What is required: Without the pictures, set down every line of the data exactly.

Raw data:

((

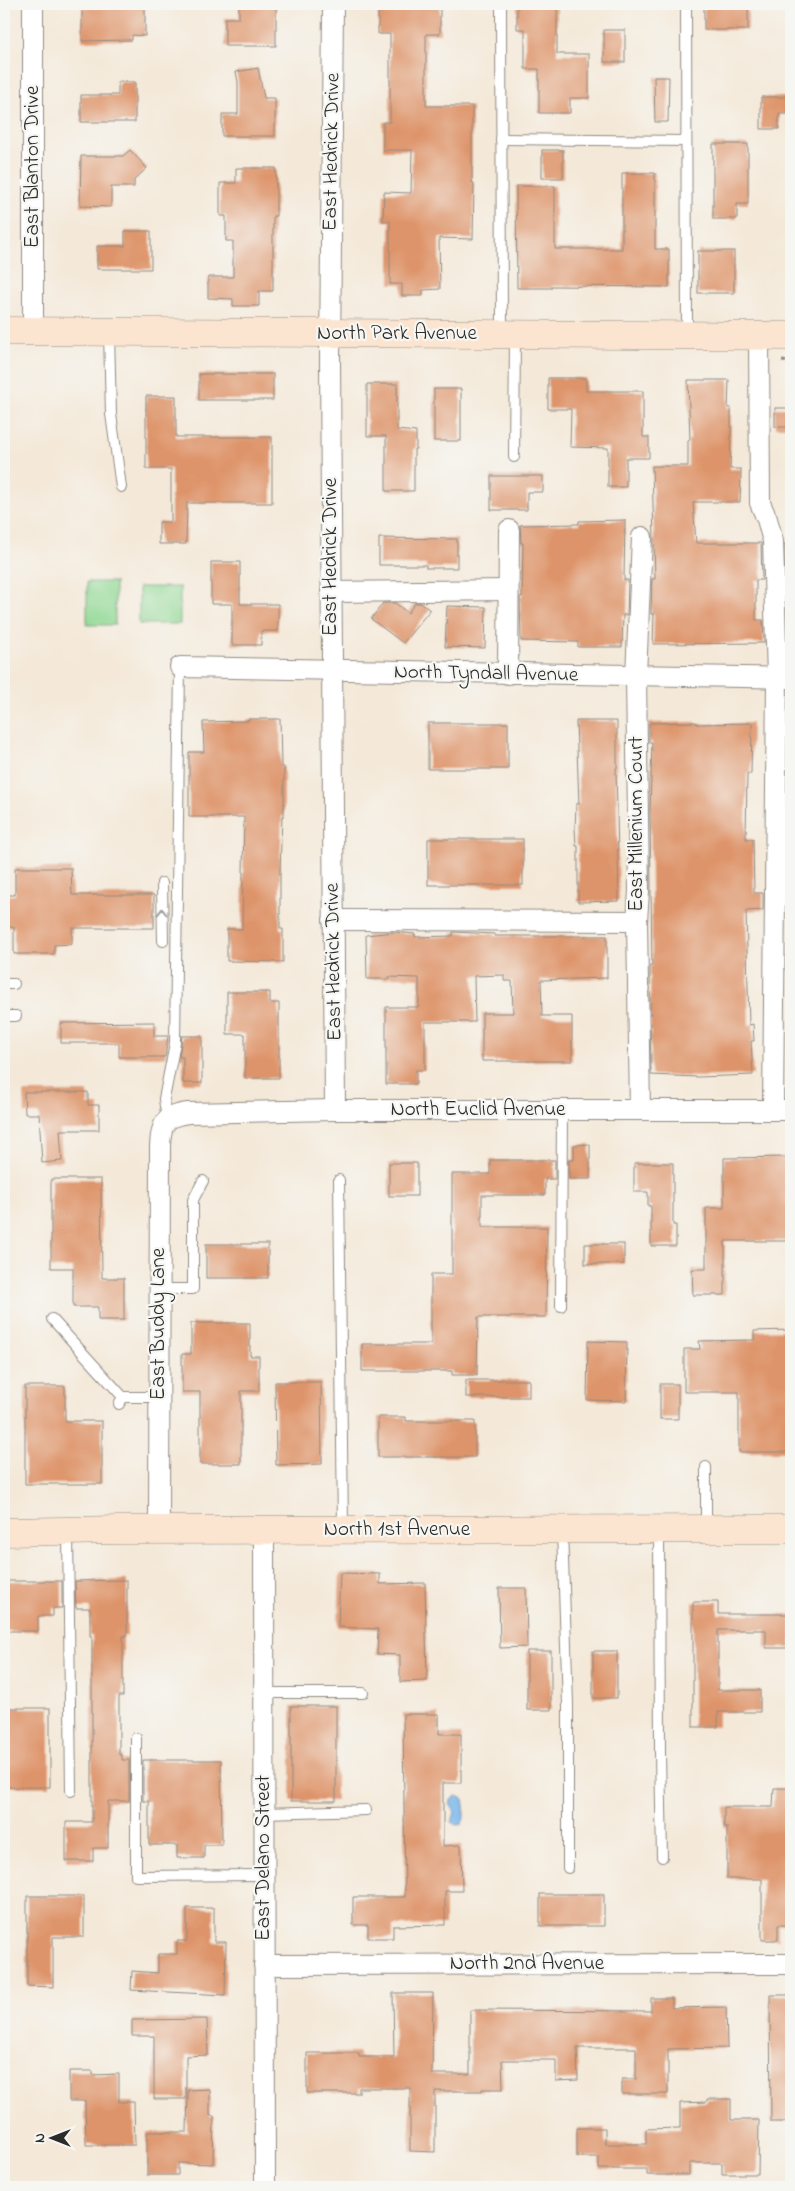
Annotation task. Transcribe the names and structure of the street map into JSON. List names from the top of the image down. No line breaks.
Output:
{"streets":{"main road":["North Park Avenue","North 1st Avenue"],"street":["East Hedrick Drive","East Blanton Drive","North Tyndall Avenue","East Millenium Court","North Euclid Avenue","East Buddy Lane","East Delano Street","North 2nd Avenue"]},"crossings":[["East Hedrick Drive","North Park Avenue"],["East Hedrick Drive","North Tyndall Avenue"],["East Hedrick Drive","North Euclid Avenue"],["East Blanton Drive","North Park Avenue"],["North Tyndall Avenue","East Millenium Court"],["East Millenium Court","North Euclid Avenue"],["North Euclid Avenue","East Buddy Lane"],["East Buddy Lane","North 1st Avenue"],["North 1st Avenue","East Delano Street"],["East Delano Street","North 2nd Avenue"]],"north":"left"}
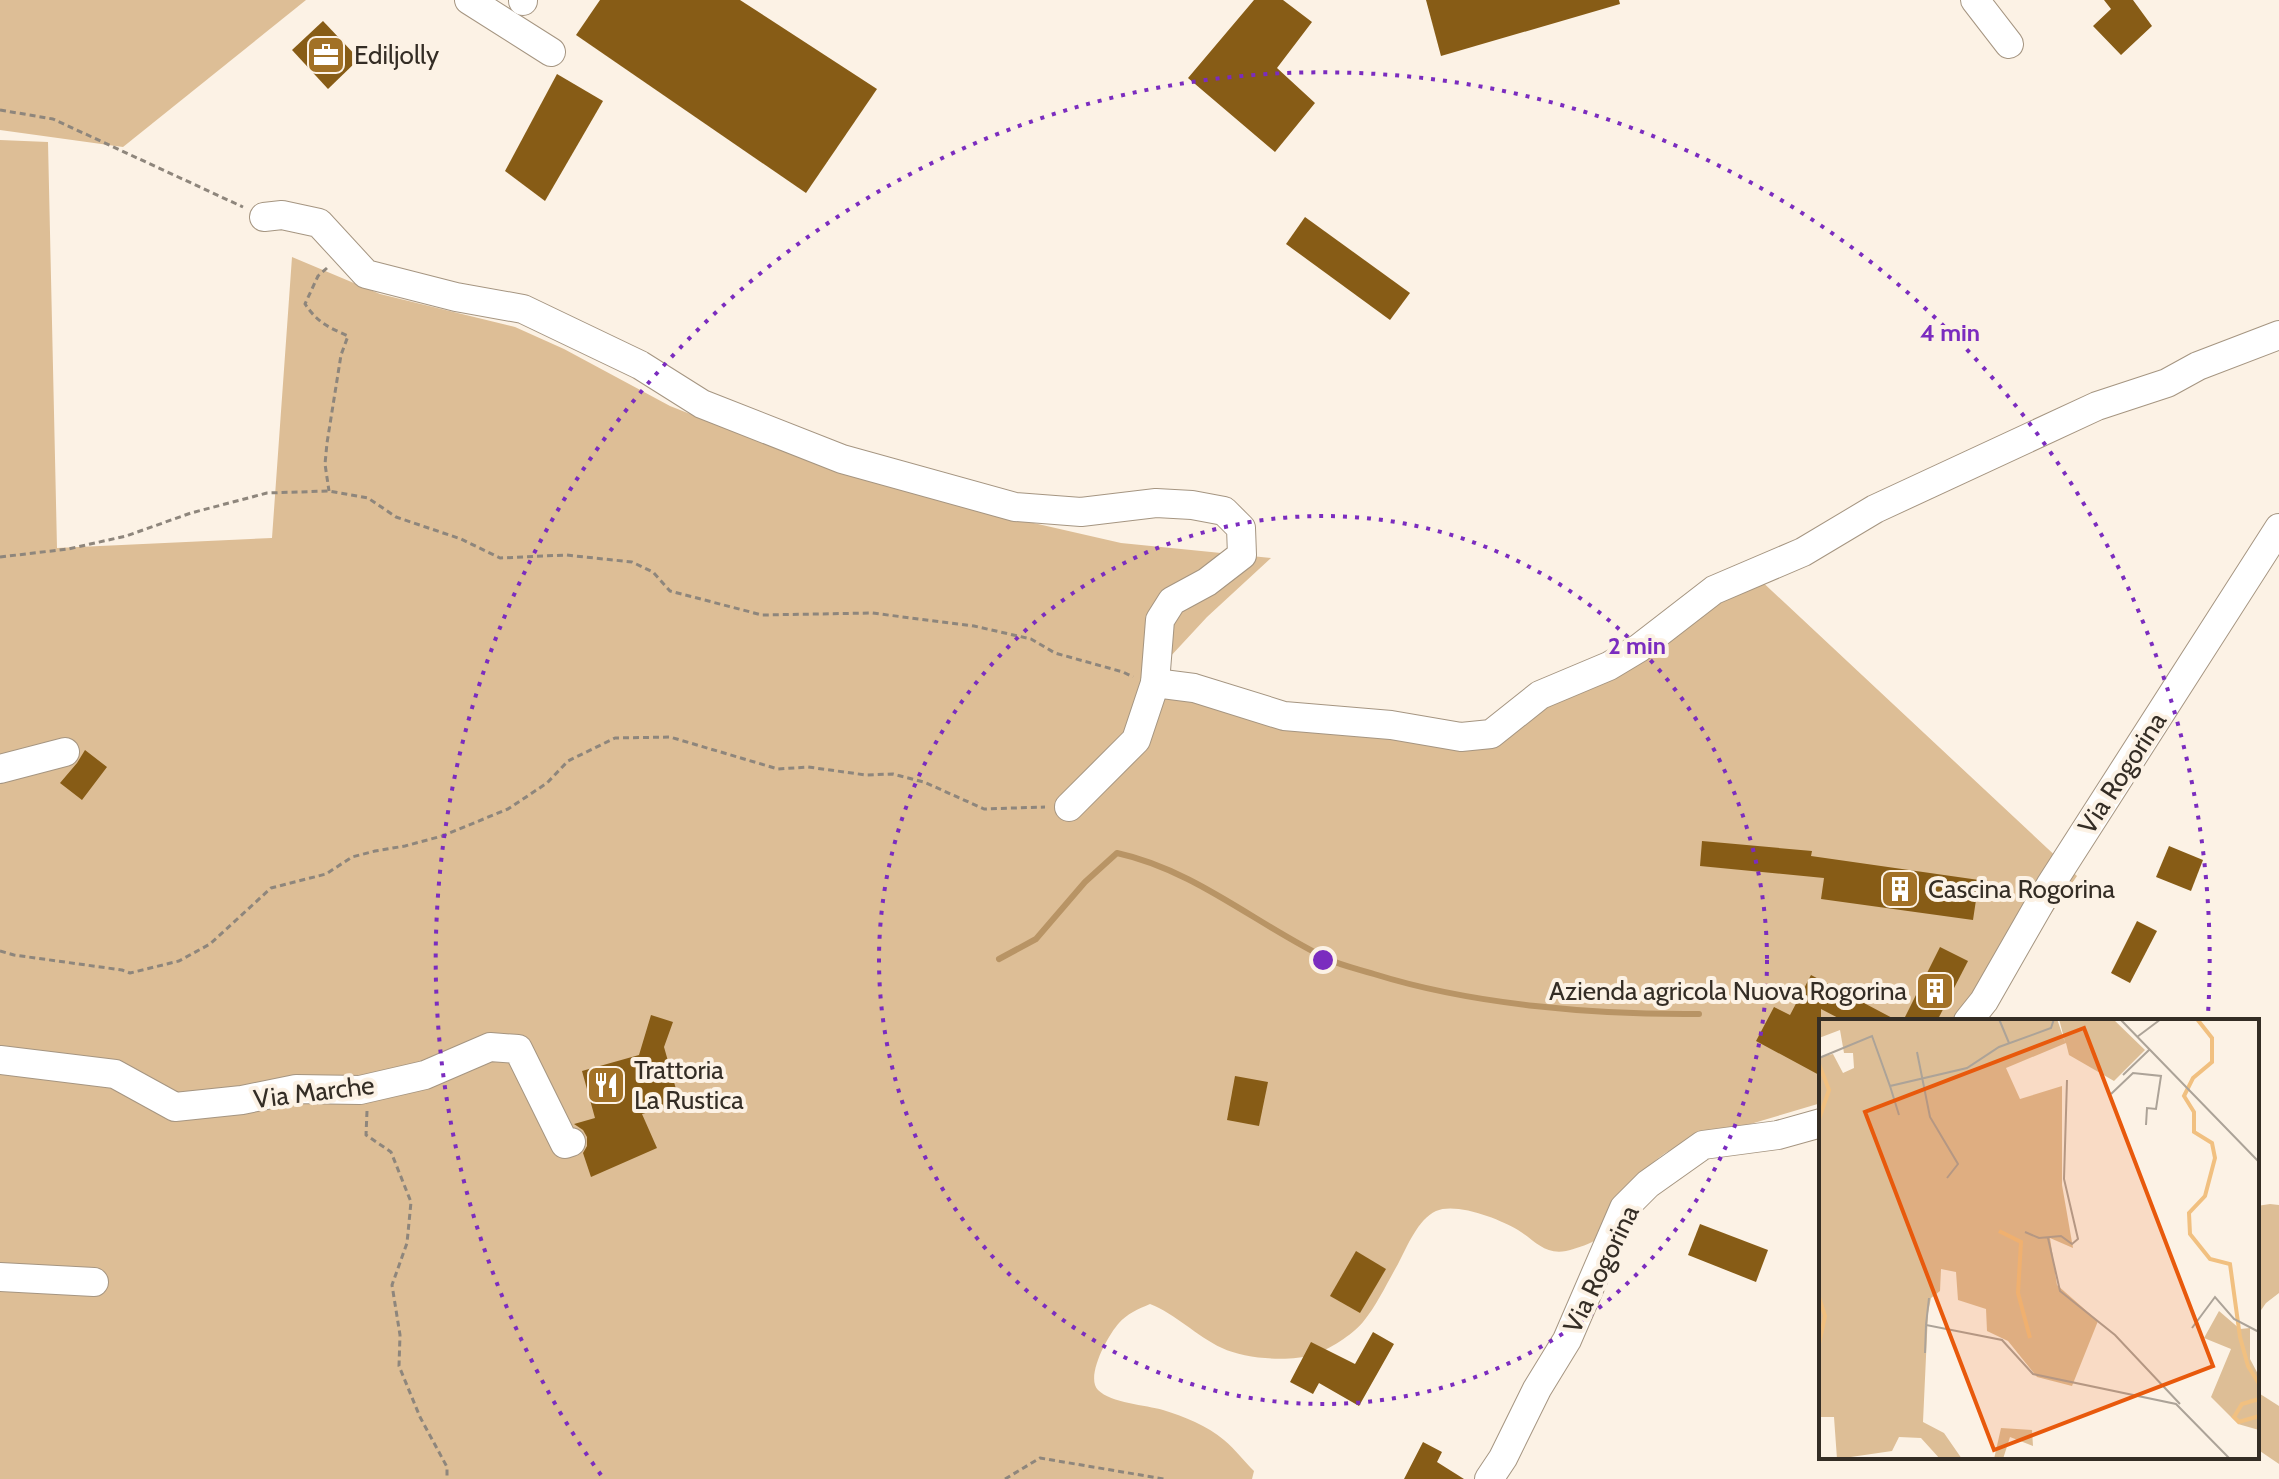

))

Answer below:
Annotation task. Transcribe the names and structure of the street map into JSON. List names from the top of the image down. No line breaks.
Output:
{"streets":{"main road":["North Park Avenue","North 1st Avenue"],"street":["East Hedrick Drive","East Blanton Drive","North Tyndall Avenue","East Millenium Court","North Euclid Avenue","East Buddy Lane","East Delano Street","North 2nd Avenue"]},"crossings":[["East Hedrick Drive","North Park Avenue"],["East Hedrick Drive","North Tyndall Avenue"],["East Hedrick Drive","North Euclid Avenue"],["East Blanton Drive","North Park Avenue"],["North Tyndall Avenue","East Millenium Court"],["East Millenium Court","North Euclid Avenue"],["North Euclid Avenue","East Buddy Lane"],["East Buddy Lane","North 1st Avenue"],["North 1st Avenue","East Delano Street"],["East Delano Street","North 2nd Avenue"]],"north":"left"}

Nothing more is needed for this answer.